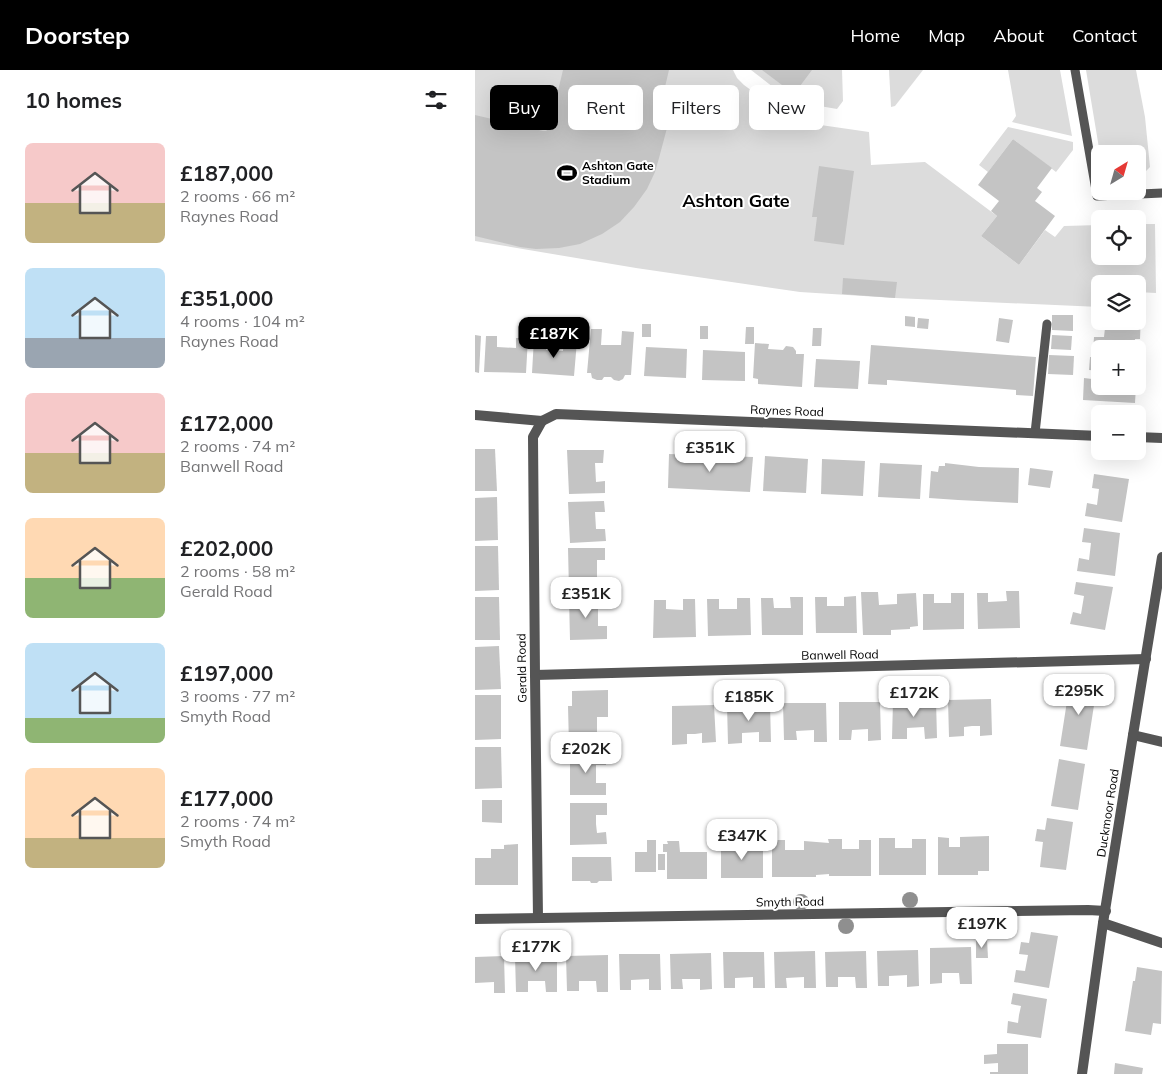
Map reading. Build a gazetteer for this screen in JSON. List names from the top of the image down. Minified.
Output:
{"streets":{"street":["Raynes Road","Banwell Road","Gerald Road","Duckmoor Road","Smyth Road"]},"crossings":[["Raynes Road","Gerald Road"],["Banwell Road","Gerald Road"],["Banwell Road","Duckmoor Road"],["Gerald Road","Smyth Road"],["Duckmoor Road","Smyth Road"]],"districts":["Ashton Gate"],"places":{"sports":["Ashton Gate Stadium"]},"north":"top right","page":{"header":"Doorstep","nav":["Home","Map","About","Contact"],"heading":"10 homes","chip":["Buy","Rent","Filters","New"],"list":[{"name":"£187,000","note":"2 rooms · 66 m² · Raynes Road"},{"name":"£351,000","note":"4 rooms · 104 m² · Raynes Road"},{"name":"£172,000","note":"2 rooms · 74 m² · Banwell Road"},{"name":"£202,000","note":"2 rooms · 58 m² · Gerald Road"},{"name":"£197,000","note":"3 rooms · 77 m² · Smyth Road"},{"name":"£177,000","note":"2 rooms · 74 m² · Smyth Road"}],"map_buttons":["+","−"],"price":["£187K","£351K","£351K","£295K","£172K","£185K","£202K","£347K","£197K","£177K"]}}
---+---
Leave out the pictures. Transcribe the rest of the listing above exactly.

Map reading. Build a gazetteer for this screen in JSON. List names from the top of the image down. Minified.
Output:
{"streets":{"street":["Raynes Road","Banwell Road","Gerald Road","Duckmoor Road","Smyth Road"]},"crossings":[["Raynes Road","Gerald Road"],["Banwell Road","Gerald Road"],["Banwell Road","Duckmoor Road"],["Gerald Road","Smyth Road"],["Duckmoor Road","Smyth Road"]],"districts":["Ashton Gate"],"places":{"sports":["Ashton Gate Stadium"]},"north":"top right","page":{"header":"Doorstep","nav":["Home","Map","About","Contact"],"heading":"10 homes","chip":["Buy","Rent","Filters","New"],"list":[{"name":"£187,000","note":"2 rooms · 66 m² · Raynes Road"},{"name":"£351,000","note":"4 rooms · 104 m² · Raynes Road"},{"name":"£172,000","note":"2 rooms · 74 m² · Banwell Road"},{"name":"£202,000","note":"2 rooms · 58 m² · Gerald Road"},{"name":"£197,000","note":"3 rooms · 77 m² · Smyth Road"},{"name":"£177,000","note":"2 rooms · 74 m² · Smyth Road"}],"map_buttons":["+","−"],"price":["£187K","£351K","£351K","£295K","£172K","£185K","£202K","£347K","£197K","£177K"]}}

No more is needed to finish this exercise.